Sainte-Croix, au retour de la guerre, avait vécu chez un ami, le marquis de Brinvilliers, avec qui il avait servi. Celui-ci, fils d’un président des comptes, mais devenu homme d’épée, courait le monde et les plaisirs, négligeait trop sa jolie petite femme, qu’il avait cependant épousée par amour. Fille d’un magistrat, M. d’Aubray, elle avait peu de fortune, mais beaucoup de grâce et d’esprit. Elle était parente du pieux chancelier de Marillac, le traducteur de l’Imitation. Sa sœur était religieuse aux carmélites de la rue Saint-Jacques, ses filles pensionnaires aux carmélites de Gisors et de Pontoise. Elle-même vivait recueillie dans son triste hôtel de la rue Neuve-Saint-Paul, au Marais, près de l’église des jésuites. Elle remontra à son mari qu’on jaserait peut-être de l’amitié de Sainte-Croix. Il ne l’écouta pas, exigea au contraire qu’il l’occupât, la consolât. Elle se résigna.

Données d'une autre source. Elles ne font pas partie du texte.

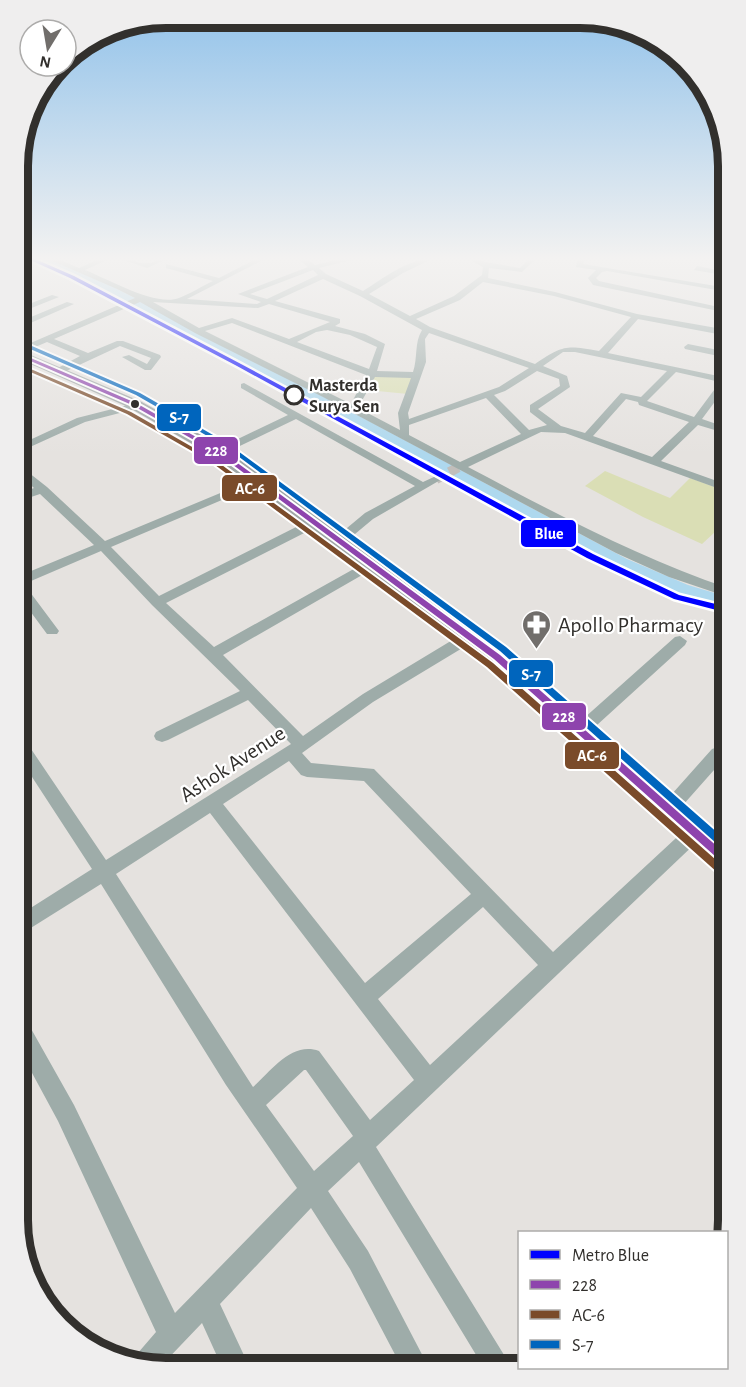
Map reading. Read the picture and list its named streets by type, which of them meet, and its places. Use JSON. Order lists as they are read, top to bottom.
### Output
{
  "streets": {
    "street": ["Ashok Avenue"]
  },
  "places": {
    "other": ["Masterda Surya Sen"],
    "pharmacy": ["Apollo Pharmacy"]
  },
  "lines": [
    "metro line Blue",
    "transit line S-7",
    "transit line 228",
    "transit line AC-6"
  ],
  "legend": [
    "Metro Blue",
    "228",
    "AC-6",
    "S-7"
  ],
  "north": "bottom"
}
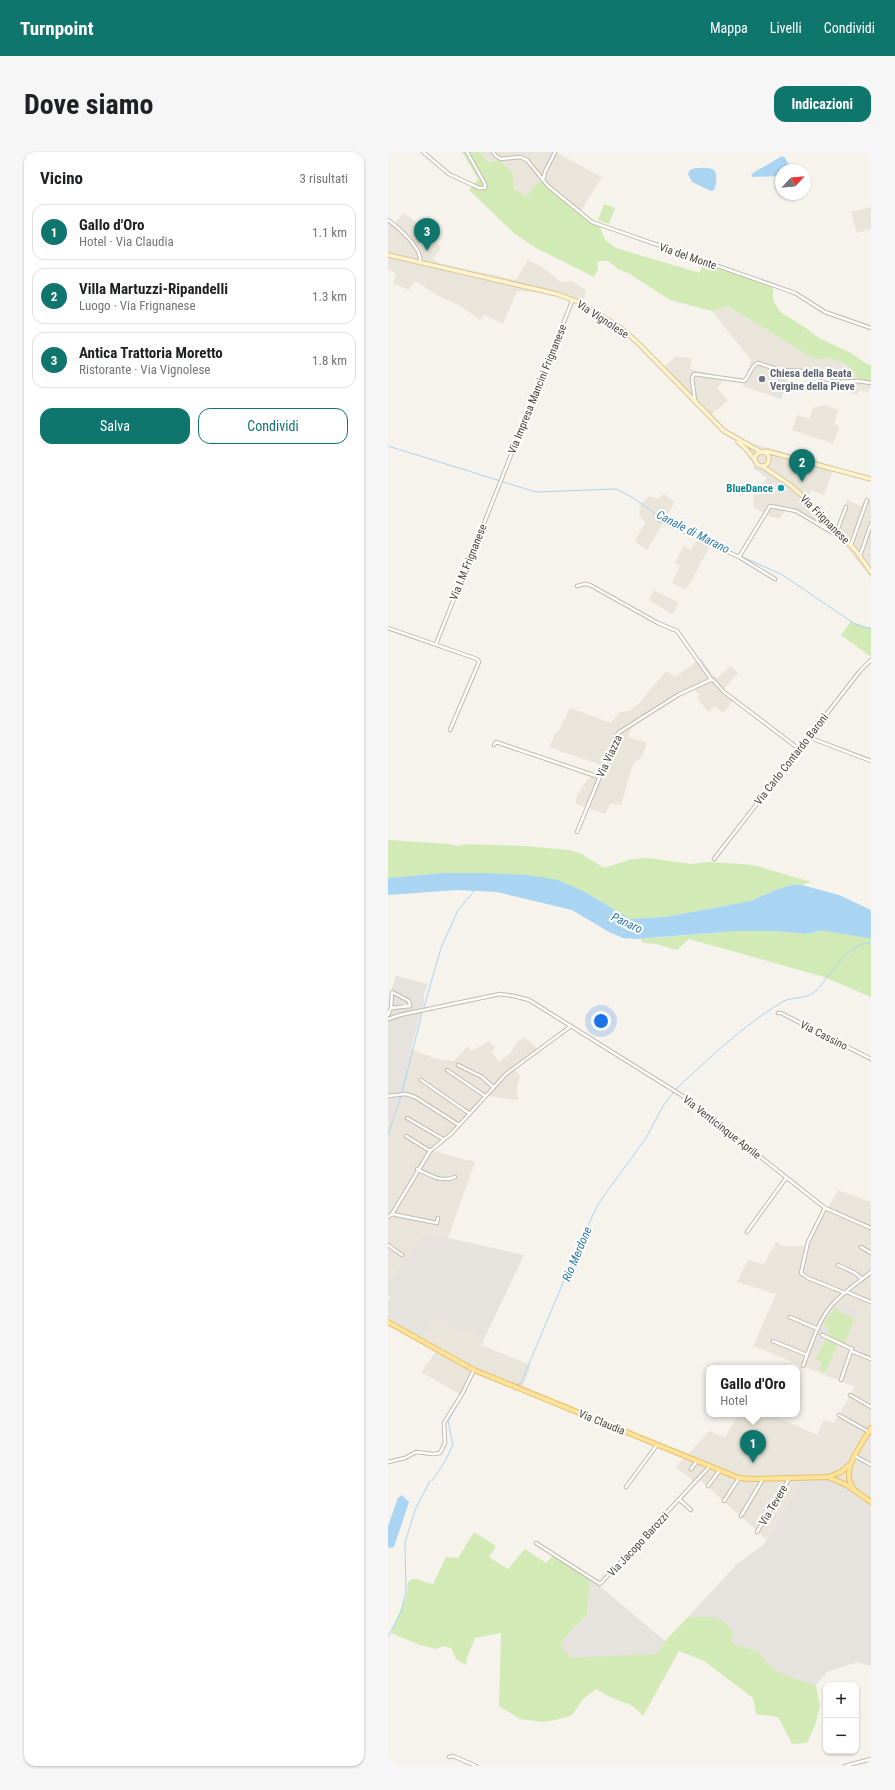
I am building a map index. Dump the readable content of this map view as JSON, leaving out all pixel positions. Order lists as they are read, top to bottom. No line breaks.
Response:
{"streets":{"main road":["Via Vignolese","Via Frignanese","Via Claudia"],"street":["Via del Monte","Via Impresa Mancini Frignanese","Via I.M.Frignanese","Via Viazza","Via Carlo Contardo Baroni","Via Cassino","Via Venticinque Aprile","Via Tevere","Via Jacopo Barozzi"]},"crossings":[["Via Vignolese","Via Impresa Mancini Frignanese"],["Via Impresa Mancini Frignanese","Via I.M.Frignanese"],["Via Claudia","Via Tevere"],["Via Claudia","Via Jacopo Barozzi"]],"water":["Canale di Marano","Panaro","Rio Merdone"],"places":["Chiesa della Beata Vergine della Pieve","BlueDance"],"north":"top right","page":{"header":"Turnpoint","nav":["Mappa","Livelli","Condividi"],"buttons":["Indicazioni",["Salva","Condividi"]],"title":"Dove siamo","heading":["Vicino","3 risultati"],"list":[{"mark":"1","name":"Gallo d'Oro","note":"Hotel · Via Claudia","value":"1.1 km"},{"mark":"2","name":"Villa Martuzzi-Ripandelli","note":"Luogo · Via Frignanese","value":"1.3 km"},{"mark":"3","name":"Antica Trattoria Moretto","note":"Ristorante · Via Vignolese","value":"1.8 km"}],"pins":["3","2","1"],"popup":["Gallo d'Oro","Hotel"],"map_buttons":["+","−"]}}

Tous trois vivaient en parfaite union. Quoique la marquise fût obligée, par les mauvaises affaires de son mari, de se séparer de biens, elle vécut toujours avec lui en bonne intelligence, et lui, il l’aima jusqu’à la mort. Le vieux père de la marquise, moins tolérant, ne comprenant rien à la haute spiritualité, s’indignait de ce ménage, et disait que Sainte-Croix était un fripon qui exploitait les deux époux. Il obtint une lettre de cachet pour le faire mettre à la Bastille. Là, Sainte-Croix philosopha avec un autre chercheur du grand œuvre, Exili, que le peuple médisant disait fabriquer des poisons. La légende voulait qu’il eût été à Rome empoisonneur en titre de Mme Olympia, reine de Rome sous Innocent X, et que par ce talent il eût procuré à la dame cent cinquante morts subites dont elle hérita.

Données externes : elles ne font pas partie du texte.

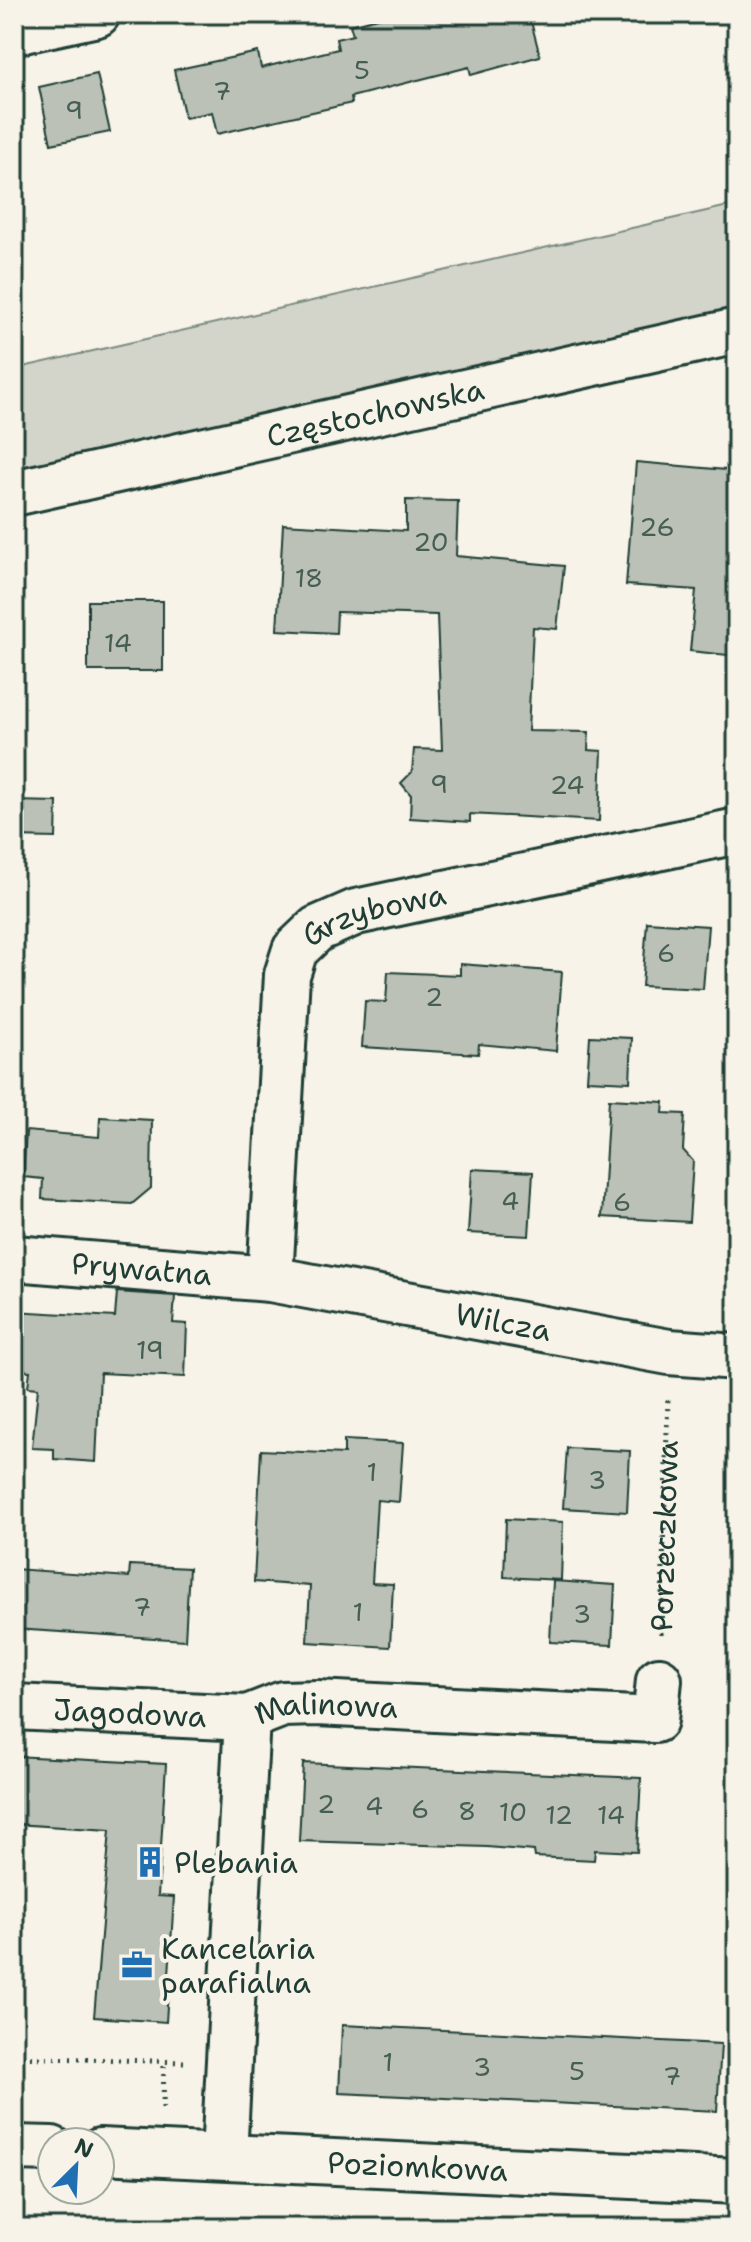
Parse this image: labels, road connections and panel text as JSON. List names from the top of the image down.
{
  "streets": {
    "street": [
      "Częstochowska",
      "Grzybowa",
      "Prywatna",
      "Wilcza",
      "Jagodowa",
      "Malinowa",
      "Poziomkowa"
    ],
    "path": ["Porzeczkowa"]
  },
  "crossings": [
    ["Grzybowa", "Prywatna"],
    ["Grzybowa", "Wilcza"],
    ["Prywatna", "Wilcza"],
    ["Wilcza", "Porzeczkowa"],
    ["Porzeczkowa", "Malinowa"],
    ["Jagodowa", "Malinowa"],
    ["Malinowa", "Poziomkowa"]
  ],
  "places": {
    "building": ["Plebania"],
    "office": ["Kancelaria parafialna"]
  },
  "house_numbers": [
    "5",
    "7",
    "9",
    "26",
    "20",
    "18",
    "14",
    "9",
    "24",
    "6",
    "2",
    "4",
    "6",
    "19",
    "1",
    "3",
    "7",
    "1",
    "3",
    "2",
    "4",
    "6",
    "8",
    "10",
    "12",
    "14",
    "1",
    "3",
    "5",
    "7"
  ],
  "north": "top right"
}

La Bastille sembla porter bonheur à Sainte-Croix. Entré gueux, il en sortit riche. Il se maria, prit hôtel, laquais, porteurs, carrosse. Il eut un intendant, outre ses vieux serviteurs de confiance, George et Lachaussée, qu’il céda pourtant, l’un à Hanyvel, l’autre à Mme de Brinvilliers, qui le plaça chez les Aubray. Chose bizarre, tout comme Hanyvel, ces Aubray meurent subitement, le père Aubray d’abord, puis bientôt les deux frères (1666-1669).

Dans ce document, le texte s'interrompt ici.